For Spicy Tahini Almond Dressing:

• 1 thumb ginger
• 1 garlic clove
• 4 tbsp raw almond butter
• 2 tbsp raw tahini
• 2 tbsp maple syrup
• 2 tbsp Nama shoyu soy sauce (any soy sauce will do)
• 2 tsp toasted sesame oil
• 1/3 cup of water
• 1/4 tsp cayenne pepper
• Juice of 1/2 lemon

Instructions:

This recipe takes 15 minutes. It makes two wraps.

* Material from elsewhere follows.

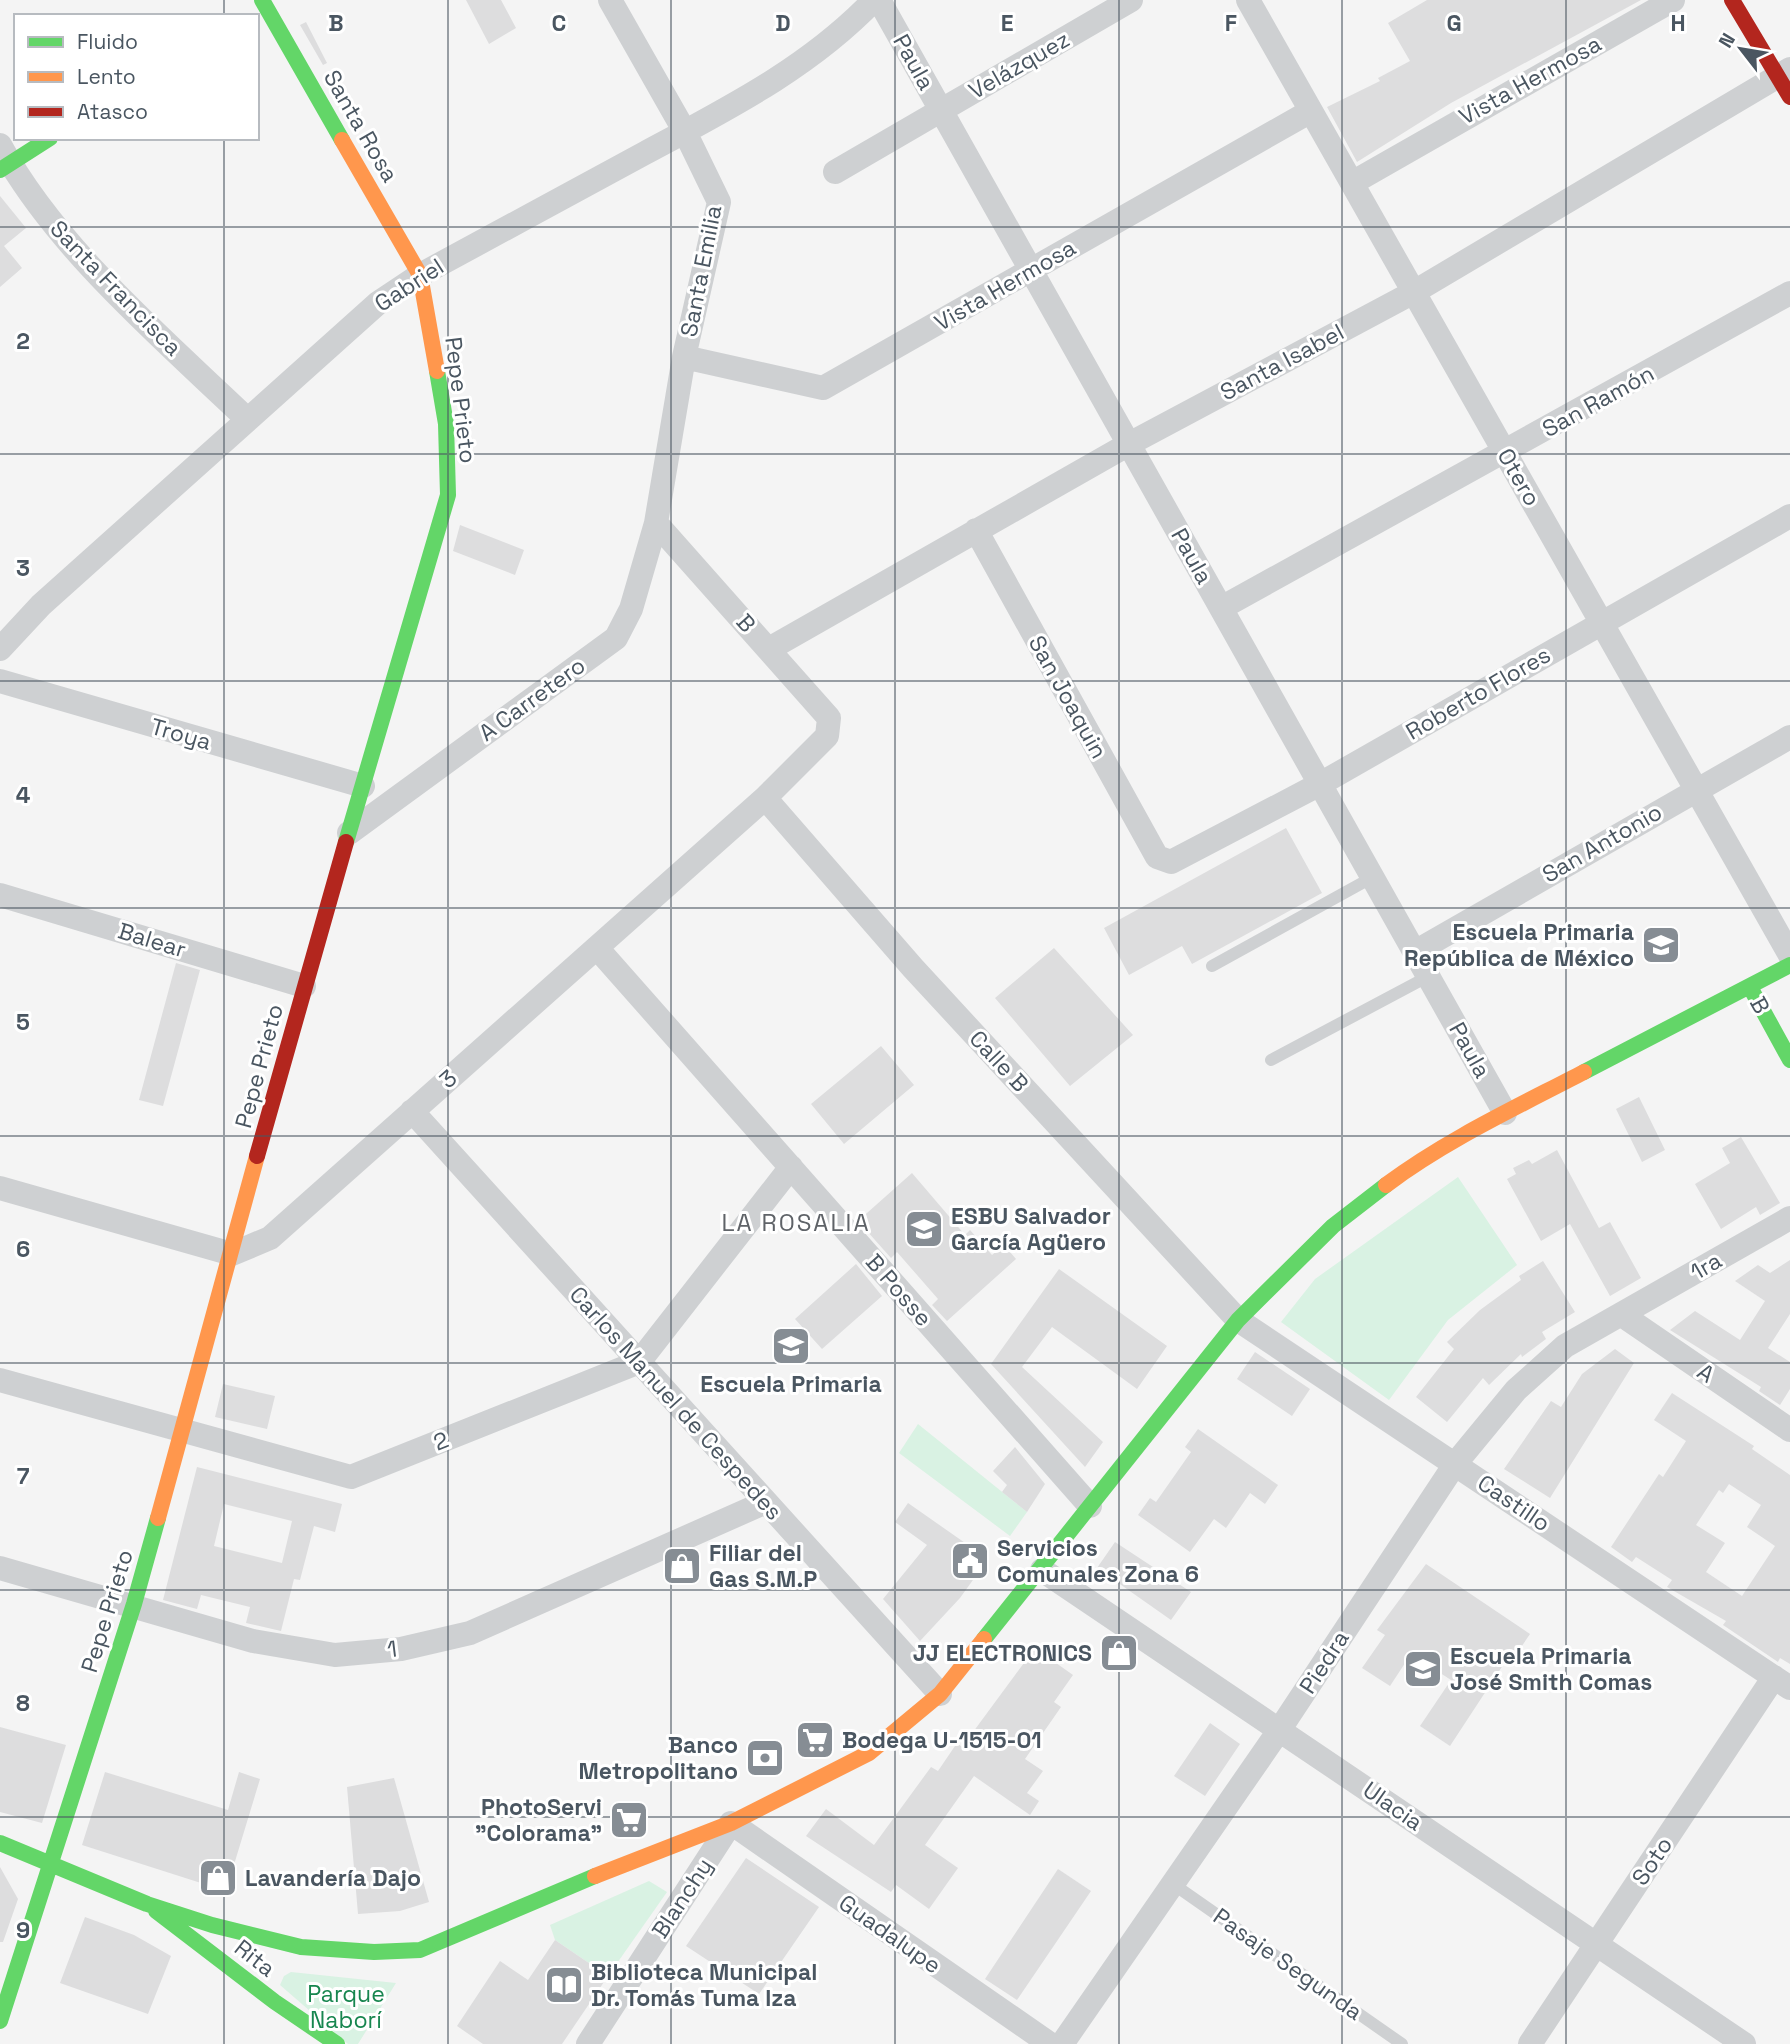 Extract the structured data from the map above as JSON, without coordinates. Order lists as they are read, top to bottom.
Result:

For Spicy Tahini Almond Dressing:

Prepare a blender.
Add all the ingredients for the spicy tahini almond dressing into the blender.
Blend until the texture is smooth like that of a dressing.
Transfer to a container.
Set aside.

For Veggie Wraps:

Soak the rice paper sheets in lukewarm water.
Lay two soaked rice paper sheets, forming like an 8.
Put a nori sheet on top.
Place romaine lettuce leaves in the middle of the nori sheet.
Pour some spicy tahini almond dressing on the lettuce.
Top it off with layers of the vegetables – cucumber, red or orange bell pepper, fresh dill, carrots, avocado, beets, and fresh sprouts.
Roll it up.
Cut into half.
Serve and enjoy!

Tips and ideas:

You can add more vegetables and dressing if you want to.

The recipe makes two veggie wraps. You can make more wraps based on the amount of ingredients you have.

Serve with your favorite fruit smoothie.